**Your goal:**
Search the data for the word "padding" and copy out every line that has it.

● ● ●

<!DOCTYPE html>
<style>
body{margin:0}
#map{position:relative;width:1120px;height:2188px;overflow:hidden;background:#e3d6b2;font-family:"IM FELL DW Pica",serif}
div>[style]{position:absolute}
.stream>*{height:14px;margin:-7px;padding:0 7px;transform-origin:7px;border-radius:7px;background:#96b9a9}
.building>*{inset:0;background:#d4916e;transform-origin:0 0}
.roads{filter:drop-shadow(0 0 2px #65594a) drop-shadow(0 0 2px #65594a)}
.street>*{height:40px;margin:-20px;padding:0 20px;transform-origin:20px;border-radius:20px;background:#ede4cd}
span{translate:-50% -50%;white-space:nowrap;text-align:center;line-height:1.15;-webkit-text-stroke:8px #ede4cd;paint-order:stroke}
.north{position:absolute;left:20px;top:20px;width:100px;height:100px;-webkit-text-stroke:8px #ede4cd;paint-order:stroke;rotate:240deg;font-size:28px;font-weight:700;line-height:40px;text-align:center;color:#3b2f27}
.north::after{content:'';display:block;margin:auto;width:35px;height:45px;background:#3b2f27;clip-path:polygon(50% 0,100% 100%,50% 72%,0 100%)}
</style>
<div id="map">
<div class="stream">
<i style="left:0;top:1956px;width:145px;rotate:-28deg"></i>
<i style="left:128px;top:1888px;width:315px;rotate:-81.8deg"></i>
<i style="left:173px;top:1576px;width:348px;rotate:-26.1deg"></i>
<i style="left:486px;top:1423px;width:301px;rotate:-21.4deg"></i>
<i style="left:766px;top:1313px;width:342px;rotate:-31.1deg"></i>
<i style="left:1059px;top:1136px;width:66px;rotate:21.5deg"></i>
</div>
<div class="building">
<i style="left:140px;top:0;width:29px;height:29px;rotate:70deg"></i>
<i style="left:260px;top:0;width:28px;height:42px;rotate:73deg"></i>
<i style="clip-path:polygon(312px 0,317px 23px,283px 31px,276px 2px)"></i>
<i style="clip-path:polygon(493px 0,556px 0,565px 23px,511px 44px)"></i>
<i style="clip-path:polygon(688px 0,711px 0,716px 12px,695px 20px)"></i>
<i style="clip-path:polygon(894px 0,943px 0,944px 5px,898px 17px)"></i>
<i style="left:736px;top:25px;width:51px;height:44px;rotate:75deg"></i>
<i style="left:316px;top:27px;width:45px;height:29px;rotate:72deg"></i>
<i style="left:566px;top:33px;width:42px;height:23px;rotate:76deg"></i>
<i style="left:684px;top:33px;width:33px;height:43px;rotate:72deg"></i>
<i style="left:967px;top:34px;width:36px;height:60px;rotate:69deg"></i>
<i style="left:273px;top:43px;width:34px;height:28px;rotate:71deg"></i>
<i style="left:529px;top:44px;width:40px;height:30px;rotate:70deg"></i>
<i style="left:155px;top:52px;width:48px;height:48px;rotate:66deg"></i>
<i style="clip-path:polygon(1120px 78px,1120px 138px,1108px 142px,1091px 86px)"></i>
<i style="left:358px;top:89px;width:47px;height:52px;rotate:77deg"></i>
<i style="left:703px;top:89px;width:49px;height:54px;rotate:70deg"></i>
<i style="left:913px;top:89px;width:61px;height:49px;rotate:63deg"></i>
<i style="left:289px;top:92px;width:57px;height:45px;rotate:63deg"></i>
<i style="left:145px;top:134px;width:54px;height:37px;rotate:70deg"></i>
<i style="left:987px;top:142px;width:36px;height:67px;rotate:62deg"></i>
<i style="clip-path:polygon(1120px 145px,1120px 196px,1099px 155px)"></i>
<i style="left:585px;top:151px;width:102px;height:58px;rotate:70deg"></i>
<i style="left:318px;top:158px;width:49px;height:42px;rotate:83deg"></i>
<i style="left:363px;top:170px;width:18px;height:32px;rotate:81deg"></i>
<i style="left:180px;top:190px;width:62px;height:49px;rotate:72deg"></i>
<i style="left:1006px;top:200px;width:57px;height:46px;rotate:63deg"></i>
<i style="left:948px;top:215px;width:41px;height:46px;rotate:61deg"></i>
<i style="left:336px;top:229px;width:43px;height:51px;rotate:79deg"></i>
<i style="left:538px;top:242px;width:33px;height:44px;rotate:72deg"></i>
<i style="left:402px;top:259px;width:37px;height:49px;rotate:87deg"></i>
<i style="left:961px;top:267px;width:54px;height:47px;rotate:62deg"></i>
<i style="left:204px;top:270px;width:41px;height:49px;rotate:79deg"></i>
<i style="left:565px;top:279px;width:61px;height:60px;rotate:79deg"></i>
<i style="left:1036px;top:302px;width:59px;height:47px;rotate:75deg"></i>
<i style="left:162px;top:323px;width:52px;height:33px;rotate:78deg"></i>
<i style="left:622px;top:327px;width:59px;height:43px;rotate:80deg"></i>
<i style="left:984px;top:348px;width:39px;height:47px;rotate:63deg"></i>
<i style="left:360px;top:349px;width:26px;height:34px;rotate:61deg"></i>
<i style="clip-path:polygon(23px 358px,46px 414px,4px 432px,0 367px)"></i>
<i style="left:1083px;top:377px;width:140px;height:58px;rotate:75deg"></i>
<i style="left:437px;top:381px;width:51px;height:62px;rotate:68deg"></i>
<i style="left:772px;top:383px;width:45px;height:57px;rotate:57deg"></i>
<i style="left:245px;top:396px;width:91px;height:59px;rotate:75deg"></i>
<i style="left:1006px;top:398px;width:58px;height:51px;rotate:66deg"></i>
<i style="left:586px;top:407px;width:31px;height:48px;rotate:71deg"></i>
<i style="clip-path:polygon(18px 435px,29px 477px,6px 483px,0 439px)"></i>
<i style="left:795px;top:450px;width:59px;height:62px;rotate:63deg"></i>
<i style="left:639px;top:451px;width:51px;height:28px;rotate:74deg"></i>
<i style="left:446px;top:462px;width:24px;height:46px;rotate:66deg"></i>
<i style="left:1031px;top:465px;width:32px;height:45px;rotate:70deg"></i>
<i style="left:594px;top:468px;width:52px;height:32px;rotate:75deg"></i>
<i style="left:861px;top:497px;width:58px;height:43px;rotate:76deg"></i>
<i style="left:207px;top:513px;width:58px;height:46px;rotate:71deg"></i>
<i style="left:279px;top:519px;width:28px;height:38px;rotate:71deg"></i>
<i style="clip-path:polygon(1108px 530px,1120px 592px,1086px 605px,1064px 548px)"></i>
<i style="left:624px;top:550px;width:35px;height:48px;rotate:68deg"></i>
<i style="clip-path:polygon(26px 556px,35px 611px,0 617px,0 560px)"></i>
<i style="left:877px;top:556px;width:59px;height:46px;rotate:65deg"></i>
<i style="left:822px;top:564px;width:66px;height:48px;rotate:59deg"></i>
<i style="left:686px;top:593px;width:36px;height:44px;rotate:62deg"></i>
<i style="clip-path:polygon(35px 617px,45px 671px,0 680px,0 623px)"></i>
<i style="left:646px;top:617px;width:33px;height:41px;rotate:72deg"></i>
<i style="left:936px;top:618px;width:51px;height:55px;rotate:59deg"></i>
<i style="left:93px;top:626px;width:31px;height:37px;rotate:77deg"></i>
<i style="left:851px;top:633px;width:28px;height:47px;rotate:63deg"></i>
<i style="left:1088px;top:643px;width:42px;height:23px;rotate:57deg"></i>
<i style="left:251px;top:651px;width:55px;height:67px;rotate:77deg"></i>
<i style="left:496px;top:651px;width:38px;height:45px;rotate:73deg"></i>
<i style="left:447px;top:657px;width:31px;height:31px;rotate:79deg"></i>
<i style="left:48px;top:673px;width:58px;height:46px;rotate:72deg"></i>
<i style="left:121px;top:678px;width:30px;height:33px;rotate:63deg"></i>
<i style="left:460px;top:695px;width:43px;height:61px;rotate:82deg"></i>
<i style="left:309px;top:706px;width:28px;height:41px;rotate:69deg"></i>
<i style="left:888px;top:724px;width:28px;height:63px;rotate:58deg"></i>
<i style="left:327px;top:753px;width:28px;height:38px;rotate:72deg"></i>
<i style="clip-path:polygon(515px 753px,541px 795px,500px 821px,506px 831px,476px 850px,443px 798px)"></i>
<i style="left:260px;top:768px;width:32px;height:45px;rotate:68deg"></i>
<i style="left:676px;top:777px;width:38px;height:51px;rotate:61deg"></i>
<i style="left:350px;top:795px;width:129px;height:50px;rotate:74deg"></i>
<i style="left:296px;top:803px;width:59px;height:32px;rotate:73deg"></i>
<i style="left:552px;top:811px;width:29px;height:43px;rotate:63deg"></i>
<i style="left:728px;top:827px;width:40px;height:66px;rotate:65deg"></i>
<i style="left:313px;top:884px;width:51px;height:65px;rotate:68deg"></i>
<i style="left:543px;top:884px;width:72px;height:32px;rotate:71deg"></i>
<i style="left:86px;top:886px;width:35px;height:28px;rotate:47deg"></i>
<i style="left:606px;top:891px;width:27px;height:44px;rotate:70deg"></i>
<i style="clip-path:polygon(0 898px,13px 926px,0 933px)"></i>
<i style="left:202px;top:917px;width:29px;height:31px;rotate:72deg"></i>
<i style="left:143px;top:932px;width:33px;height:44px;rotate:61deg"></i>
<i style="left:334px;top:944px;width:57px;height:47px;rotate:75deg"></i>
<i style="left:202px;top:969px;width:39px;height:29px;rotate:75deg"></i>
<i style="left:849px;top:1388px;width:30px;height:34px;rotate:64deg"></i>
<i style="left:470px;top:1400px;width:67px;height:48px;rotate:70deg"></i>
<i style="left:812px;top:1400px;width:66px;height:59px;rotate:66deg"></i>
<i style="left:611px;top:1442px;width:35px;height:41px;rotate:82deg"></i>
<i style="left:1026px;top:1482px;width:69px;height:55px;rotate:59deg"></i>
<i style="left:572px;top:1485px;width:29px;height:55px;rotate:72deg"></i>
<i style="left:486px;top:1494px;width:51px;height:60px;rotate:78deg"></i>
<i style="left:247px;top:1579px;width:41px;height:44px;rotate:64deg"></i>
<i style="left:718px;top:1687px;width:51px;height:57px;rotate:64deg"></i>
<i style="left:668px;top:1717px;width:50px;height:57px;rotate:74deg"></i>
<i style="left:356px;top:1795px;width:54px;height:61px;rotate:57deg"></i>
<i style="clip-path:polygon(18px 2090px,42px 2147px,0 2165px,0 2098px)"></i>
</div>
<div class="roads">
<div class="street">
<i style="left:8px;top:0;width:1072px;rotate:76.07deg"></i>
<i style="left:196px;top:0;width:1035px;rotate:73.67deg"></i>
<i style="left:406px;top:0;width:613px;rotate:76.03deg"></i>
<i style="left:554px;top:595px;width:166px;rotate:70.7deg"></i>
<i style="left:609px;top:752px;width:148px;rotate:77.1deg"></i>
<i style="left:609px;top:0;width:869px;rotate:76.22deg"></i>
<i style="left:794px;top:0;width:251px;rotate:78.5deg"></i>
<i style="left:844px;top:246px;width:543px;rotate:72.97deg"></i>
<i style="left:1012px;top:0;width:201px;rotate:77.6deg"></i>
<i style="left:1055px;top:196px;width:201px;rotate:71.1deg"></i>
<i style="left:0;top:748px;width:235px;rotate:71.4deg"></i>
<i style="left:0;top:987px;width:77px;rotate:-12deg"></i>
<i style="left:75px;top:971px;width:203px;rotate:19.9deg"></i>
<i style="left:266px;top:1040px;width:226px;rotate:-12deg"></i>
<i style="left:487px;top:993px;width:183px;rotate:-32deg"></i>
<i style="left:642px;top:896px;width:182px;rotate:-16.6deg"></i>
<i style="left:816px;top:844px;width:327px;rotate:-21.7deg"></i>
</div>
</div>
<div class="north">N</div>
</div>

● ● ●

**Result of the task:**
.stream>*{height:14px;margin:-7px;padding:0 7px;transform-origin:7px;border-radius:7px;background:#96b9a9}
.street>*{height:40px;margin:-20px;padding:0 20px;transform-origin:20px;border-radius:20px;background:#ede4cd}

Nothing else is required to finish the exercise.